Da Palazzo di Città

​«Bisogna salvaguardare occupazione e reddito»​

Servizi in appalto, l’allarme dei sindacati

Cronaca
Taranto lunedì 11 febbraio 2019
di La Redazione
Il Palazzo di città
Il Palazzo di città © Tbs

«Il Comune salvaguardi occupazione e reddito ai dipendenti dei servizi in appalto».

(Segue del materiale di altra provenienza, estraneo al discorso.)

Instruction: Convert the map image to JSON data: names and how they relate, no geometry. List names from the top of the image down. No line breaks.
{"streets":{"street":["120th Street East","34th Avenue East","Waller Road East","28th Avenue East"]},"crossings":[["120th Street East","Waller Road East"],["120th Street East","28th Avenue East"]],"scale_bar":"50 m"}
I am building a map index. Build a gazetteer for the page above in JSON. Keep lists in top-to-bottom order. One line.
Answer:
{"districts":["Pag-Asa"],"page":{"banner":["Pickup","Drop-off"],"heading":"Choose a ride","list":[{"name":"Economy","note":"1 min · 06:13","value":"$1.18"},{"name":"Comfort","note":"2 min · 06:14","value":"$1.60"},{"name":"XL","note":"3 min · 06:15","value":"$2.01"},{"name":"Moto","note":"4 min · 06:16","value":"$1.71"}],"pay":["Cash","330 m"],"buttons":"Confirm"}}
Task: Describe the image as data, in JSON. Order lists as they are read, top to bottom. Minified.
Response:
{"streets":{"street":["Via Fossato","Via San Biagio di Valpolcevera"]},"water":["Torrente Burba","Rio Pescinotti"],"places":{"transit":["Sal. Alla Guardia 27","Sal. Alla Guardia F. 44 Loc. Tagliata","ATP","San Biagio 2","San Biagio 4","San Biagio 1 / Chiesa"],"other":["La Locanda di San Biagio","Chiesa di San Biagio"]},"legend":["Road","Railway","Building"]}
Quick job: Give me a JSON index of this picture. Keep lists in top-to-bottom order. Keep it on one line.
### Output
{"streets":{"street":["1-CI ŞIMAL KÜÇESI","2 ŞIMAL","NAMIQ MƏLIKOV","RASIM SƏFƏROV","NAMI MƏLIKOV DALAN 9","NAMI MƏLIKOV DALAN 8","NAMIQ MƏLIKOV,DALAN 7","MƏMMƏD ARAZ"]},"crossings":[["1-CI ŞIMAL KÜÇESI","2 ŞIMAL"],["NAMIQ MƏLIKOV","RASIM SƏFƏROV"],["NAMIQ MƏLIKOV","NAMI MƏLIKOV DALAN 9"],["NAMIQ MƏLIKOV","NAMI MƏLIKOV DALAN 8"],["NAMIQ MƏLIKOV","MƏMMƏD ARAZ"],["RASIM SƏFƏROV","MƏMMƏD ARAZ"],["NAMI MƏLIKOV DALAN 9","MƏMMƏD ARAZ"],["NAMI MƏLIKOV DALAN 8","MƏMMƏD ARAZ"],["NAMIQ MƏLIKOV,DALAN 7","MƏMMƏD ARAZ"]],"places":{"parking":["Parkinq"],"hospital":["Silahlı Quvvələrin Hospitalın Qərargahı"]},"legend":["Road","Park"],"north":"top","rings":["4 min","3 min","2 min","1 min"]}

Una nota indirizzata al sindaco di Taranto Rinaldo Melucci, con richiesta di convocazione urgente a firma di Paola Fresi ed Antonio Arcadio, rispettivamente segretari generali di Filcams Cgil Taranto e Fisascat Cisl Taranto Brindisi, sollecita informative in merito ad una serie di appalti comunali che risultano in scadenza. «Intendiamo dar seguito al percorso di dialogo intrapreso mesi addietro, teso ad affrontare le tematiche inerenti alla salvaguardia dei livelli occupazionali nonché alla salute e alla sicurezza dei lavoratori coinvolti - scrivono i due Segretari - mentre l’approssimarsi delle scadenze contrattuali dei servizi sta creando notevole apprensione fra i lavoratori e minando quotidianamente le certezze in merito al loro futuro occupazionale e reddituale.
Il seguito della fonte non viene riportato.